My favorite example was when The Life of Reilly jumped the shark, on purpose. Reilly got into such a mess that there was no chance of him getting out of it. The writers piled it on. With only a few seconds to go, Reilly had lost his job, infuriated all of his friends and neighbors, ruined his family, basically wrecked his life for all time. At the end, a voice-over said that even the writers couildn't get him out of this one... see you next week!

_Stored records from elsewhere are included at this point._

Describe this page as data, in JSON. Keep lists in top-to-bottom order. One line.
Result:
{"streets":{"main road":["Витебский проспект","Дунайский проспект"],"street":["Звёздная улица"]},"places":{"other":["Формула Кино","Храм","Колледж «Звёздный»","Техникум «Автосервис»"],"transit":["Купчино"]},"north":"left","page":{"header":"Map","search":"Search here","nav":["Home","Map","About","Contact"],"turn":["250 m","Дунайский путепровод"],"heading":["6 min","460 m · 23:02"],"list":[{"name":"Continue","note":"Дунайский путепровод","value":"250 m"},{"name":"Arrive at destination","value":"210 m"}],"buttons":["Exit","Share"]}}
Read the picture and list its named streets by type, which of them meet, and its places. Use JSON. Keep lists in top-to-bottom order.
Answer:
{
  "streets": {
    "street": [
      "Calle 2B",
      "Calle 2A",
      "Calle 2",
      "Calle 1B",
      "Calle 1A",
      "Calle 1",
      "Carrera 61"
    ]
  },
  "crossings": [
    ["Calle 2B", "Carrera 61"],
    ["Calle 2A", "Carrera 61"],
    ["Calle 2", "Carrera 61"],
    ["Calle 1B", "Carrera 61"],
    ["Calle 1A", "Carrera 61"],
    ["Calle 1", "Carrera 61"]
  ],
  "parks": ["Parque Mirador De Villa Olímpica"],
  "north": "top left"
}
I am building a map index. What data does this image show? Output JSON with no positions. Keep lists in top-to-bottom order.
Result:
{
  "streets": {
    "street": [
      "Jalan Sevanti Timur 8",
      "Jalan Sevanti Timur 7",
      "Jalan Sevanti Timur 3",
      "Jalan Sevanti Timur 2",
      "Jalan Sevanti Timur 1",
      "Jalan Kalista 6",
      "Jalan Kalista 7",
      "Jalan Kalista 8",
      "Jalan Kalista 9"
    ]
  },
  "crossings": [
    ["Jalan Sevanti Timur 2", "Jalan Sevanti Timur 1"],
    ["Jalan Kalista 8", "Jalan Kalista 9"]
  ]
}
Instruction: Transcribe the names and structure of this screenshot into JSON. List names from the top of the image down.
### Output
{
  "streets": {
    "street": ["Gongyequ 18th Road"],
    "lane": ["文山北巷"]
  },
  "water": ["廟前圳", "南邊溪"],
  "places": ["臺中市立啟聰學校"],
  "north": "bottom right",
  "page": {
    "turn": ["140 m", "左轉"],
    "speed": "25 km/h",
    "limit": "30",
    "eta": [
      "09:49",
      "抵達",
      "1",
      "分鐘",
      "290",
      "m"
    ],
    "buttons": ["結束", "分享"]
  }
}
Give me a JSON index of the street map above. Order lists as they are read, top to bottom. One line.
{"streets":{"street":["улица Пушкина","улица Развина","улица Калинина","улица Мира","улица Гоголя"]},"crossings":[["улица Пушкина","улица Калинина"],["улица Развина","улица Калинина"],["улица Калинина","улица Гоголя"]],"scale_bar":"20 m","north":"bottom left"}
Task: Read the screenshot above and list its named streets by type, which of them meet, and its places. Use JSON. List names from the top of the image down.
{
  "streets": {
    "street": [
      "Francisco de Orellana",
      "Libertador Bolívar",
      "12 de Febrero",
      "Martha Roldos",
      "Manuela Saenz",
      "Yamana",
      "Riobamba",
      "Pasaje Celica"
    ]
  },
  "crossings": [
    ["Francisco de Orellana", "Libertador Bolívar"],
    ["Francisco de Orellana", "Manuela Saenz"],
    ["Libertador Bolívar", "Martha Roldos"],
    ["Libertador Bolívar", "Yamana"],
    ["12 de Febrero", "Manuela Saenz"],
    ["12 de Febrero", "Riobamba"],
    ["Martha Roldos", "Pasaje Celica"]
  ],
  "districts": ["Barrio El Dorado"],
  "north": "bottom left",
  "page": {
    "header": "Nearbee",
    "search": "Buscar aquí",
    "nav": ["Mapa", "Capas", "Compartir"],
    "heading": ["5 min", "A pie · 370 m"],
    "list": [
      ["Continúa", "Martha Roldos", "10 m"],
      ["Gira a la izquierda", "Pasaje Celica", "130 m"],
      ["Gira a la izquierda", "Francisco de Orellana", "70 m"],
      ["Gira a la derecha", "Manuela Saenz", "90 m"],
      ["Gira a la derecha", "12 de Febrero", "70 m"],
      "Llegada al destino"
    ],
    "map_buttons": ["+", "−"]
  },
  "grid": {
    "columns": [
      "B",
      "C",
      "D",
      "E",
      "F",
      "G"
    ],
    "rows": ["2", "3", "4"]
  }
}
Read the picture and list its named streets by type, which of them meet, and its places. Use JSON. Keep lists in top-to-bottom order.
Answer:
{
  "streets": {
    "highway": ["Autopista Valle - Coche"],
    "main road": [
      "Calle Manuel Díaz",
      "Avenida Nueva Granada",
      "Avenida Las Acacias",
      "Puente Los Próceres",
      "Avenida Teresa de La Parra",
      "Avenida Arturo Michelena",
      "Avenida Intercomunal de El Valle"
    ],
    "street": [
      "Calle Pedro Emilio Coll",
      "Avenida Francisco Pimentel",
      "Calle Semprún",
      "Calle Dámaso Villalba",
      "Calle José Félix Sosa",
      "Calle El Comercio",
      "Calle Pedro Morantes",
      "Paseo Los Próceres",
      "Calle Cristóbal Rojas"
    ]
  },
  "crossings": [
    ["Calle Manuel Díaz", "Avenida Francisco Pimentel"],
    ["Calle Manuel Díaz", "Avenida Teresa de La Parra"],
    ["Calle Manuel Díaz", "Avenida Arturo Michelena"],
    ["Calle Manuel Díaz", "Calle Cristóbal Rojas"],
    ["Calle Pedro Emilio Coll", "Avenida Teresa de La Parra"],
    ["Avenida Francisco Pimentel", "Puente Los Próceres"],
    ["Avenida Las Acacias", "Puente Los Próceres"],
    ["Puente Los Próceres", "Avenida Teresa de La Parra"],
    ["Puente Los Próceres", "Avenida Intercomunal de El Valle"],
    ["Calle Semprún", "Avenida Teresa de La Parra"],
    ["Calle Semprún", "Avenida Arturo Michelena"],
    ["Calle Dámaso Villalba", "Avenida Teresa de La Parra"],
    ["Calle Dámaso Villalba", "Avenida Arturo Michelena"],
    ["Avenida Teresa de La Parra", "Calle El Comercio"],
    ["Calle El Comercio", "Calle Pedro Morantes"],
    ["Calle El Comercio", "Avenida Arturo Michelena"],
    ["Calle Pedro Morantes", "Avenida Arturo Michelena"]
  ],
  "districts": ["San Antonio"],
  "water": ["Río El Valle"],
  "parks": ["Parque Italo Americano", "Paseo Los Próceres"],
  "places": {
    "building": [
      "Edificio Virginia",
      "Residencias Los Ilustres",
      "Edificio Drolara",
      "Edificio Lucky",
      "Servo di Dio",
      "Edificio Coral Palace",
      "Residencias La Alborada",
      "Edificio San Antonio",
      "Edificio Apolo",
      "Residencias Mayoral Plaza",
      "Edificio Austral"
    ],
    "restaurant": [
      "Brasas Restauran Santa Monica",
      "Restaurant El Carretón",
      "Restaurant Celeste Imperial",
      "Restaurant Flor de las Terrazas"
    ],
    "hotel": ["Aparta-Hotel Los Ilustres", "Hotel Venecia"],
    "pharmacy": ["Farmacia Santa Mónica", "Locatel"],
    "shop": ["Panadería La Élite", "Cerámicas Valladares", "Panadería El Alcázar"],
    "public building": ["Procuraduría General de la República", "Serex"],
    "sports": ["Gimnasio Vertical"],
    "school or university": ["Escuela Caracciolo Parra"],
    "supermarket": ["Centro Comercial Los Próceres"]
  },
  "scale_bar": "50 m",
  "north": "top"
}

I always enjoyed visiting the Jump the Shark website. It used to list almost every series ever recorded, with lengthy viewpoints of the point in the show where it lost it's entertainment value and went for the ridiculous. There were lists of the greatest shows that never jumped - Fawlty Towers being one good example. Any one remember this website before it was sold and became unreachable through Yahoo?

BTW: I liked the comment: "Doctor Who jumped the shark, but in the good kind of way, where it went from fighting men in suits to fighting warrior monks with swords with a Roman Legionnaire backing you up."
You make allowances for the ridiculousness of Doctor Who--after all, it's British! S5 They invented "quaint"!

Some of those others were kind of fun.

I still think of that scene from The A-Team where the helicopter carrying a bunch of bad guys crashed head-on into a cliff, fell down a hundred feet to the base of the cliff, and then the villains all climbed out of the wreck, a little shaken, but otherwise unhurt. Too bad they didn't include that--but I guess it really wasn't a "jumping the shark" moment.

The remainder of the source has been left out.